Where does the word "labels" occur in the data below? Copy each line that holds it.

START DATASET RECORDS

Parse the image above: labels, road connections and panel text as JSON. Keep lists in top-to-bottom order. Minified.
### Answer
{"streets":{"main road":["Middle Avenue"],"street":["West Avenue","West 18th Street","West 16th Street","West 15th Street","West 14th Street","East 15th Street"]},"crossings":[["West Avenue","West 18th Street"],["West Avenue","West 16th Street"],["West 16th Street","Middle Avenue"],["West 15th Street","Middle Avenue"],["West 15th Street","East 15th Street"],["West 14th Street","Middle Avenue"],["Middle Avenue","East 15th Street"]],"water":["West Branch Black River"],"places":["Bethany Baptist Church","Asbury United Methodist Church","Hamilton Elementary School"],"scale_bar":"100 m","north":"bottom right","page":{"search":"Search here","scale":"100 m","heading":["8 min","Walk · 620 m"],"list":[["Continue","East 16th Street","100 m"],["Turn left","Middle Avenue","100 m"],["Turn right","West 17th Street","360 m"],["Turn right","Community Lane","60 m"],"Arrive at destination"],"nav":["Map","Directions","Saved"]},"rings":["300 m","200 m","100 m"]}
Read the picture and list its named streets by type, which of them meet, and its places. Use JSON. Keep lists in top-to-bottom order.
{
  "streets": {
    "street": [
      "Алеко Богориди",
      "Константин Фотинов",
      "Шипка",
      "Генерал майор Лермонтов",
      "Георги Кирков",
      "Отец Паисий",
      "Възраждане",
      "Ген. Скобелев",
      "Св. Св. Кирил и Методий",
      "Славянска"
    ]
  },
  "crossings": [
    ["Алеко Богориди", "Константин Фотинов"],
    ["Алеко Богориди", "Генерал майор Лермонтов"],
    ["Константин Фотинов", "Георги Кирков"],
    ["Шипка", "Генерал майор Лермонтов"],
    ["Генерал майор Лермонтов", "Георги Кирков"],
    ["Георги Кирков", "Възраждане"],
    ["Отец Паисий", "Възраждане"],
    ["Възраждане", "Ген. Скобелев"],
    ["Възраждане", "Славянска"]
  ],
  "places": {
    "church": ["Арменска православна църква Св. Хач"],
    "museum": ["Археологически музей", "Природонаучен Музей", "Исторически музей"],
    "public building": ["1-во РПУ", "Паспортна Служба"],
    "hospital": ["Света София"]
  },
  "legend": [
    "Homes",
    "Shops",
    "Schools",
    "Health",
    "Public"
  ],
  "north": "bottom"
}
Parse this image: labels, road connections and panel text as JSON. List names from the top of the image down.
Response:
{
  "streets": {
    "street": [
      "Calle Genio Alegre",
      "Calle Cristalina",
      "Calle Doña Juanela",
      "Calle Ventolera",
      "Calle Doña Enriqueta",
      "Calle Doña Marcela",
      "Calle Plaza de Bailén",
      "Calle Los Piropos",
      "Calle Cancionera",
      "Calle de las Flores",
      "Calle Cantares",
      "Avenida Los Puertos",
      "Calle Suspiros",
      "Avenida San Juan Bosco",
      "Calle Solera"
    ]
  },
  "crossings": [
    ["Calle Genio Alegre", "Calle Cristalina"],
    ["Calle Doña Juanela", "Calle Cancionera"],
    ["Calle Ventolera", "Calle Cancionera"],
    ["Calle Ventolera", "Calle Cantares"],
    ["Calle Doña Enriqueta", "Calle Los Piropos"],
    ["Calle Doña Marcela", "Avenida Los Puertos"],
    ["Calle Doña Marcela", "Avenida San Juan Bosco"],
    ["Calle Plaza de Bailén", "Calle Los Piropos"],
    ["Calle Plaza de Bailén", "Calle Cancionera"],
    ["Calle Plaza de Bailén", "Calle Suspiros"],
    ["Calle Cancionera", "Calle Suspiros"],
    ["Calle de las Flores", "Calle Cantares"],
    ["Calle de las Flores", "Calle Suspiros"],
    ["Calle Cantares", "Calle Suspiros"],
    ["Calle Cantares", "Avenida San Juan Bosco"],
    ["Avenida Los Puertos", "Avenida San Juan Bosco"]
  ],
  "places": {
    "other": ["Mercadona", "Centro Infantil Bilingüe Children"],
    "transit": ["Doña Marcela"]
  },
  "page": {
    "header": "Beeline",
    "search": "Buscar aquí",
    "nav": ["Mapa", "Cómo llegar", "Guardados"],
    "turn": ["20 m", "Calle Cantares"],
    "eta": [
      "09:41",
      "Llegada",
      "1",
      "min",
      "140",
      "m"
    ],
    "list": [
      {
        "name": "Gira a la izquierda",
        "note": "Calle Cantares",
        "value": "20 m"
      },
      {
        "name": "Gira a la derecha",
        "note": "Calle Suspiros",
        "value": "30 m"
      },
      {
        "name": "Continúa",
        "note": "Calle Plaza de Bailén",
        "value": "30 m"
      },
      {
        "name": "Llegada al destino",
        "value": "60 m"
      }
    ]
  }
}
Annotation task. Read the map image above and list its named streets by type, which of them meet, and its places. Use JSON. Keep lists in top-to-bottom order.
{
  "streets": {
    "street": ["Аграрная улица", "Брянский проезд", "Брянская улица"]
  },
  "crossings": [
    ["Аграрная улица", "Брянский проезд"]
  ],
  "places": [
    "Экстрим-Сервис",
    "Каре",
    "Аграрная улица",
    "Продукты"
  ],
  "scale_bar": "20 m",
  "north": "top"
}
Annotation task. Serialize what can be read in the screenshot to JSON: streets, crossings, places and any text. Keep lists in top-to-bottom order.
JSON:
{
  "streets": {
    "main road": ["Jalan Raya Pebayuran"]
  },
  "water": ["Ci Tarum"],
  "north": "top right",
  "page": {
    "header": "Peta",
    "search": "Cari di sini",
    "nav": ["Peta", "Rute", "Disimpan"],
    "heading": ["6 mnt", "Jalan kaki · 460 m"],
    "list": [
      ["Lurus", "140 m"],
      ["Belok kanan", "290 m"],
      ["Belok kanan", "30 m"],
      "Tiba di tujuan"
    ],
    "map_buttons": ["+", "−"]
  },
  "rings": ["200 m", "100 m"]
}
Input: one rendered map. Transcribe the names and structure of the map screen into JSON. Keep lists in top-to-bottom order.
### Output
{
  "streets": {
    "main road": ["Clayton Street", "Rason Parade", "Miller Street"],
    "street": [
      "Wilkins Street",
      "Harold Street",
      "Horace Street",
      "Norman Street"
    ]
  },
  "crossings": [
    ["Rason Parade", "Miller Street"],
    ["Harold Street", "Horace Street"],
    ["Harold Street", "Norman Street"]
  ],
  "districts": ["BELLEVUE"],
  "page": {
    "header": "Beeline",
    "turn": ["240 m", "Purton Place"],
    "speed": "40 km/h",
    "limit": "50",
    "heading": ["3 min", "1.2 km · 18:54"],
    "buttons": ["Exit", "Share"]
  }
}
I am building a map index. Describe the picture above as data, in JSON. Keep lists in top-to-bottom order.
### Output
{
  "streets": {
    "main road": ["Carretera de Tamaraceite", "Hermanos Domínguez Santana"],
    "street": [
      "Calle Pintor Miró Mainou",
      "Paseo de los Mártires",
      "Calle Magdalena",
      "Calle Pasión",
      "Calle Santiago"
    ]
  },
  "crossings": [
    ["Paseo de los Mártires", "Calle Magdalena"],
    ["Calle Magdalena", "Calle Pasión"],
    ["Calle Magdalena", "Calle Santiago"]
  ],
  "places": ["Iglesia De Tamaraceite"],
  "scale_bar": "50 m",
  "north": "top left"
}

END DATASET RECORDS

§ **TASK SOLUTION**
Parse the image above: labels, road connections and panel text as JSON. Keep lists in top-to-bottom order. Minified.
Parse this image: labels, road connections and panel text as JSON. List names from the top of the image down.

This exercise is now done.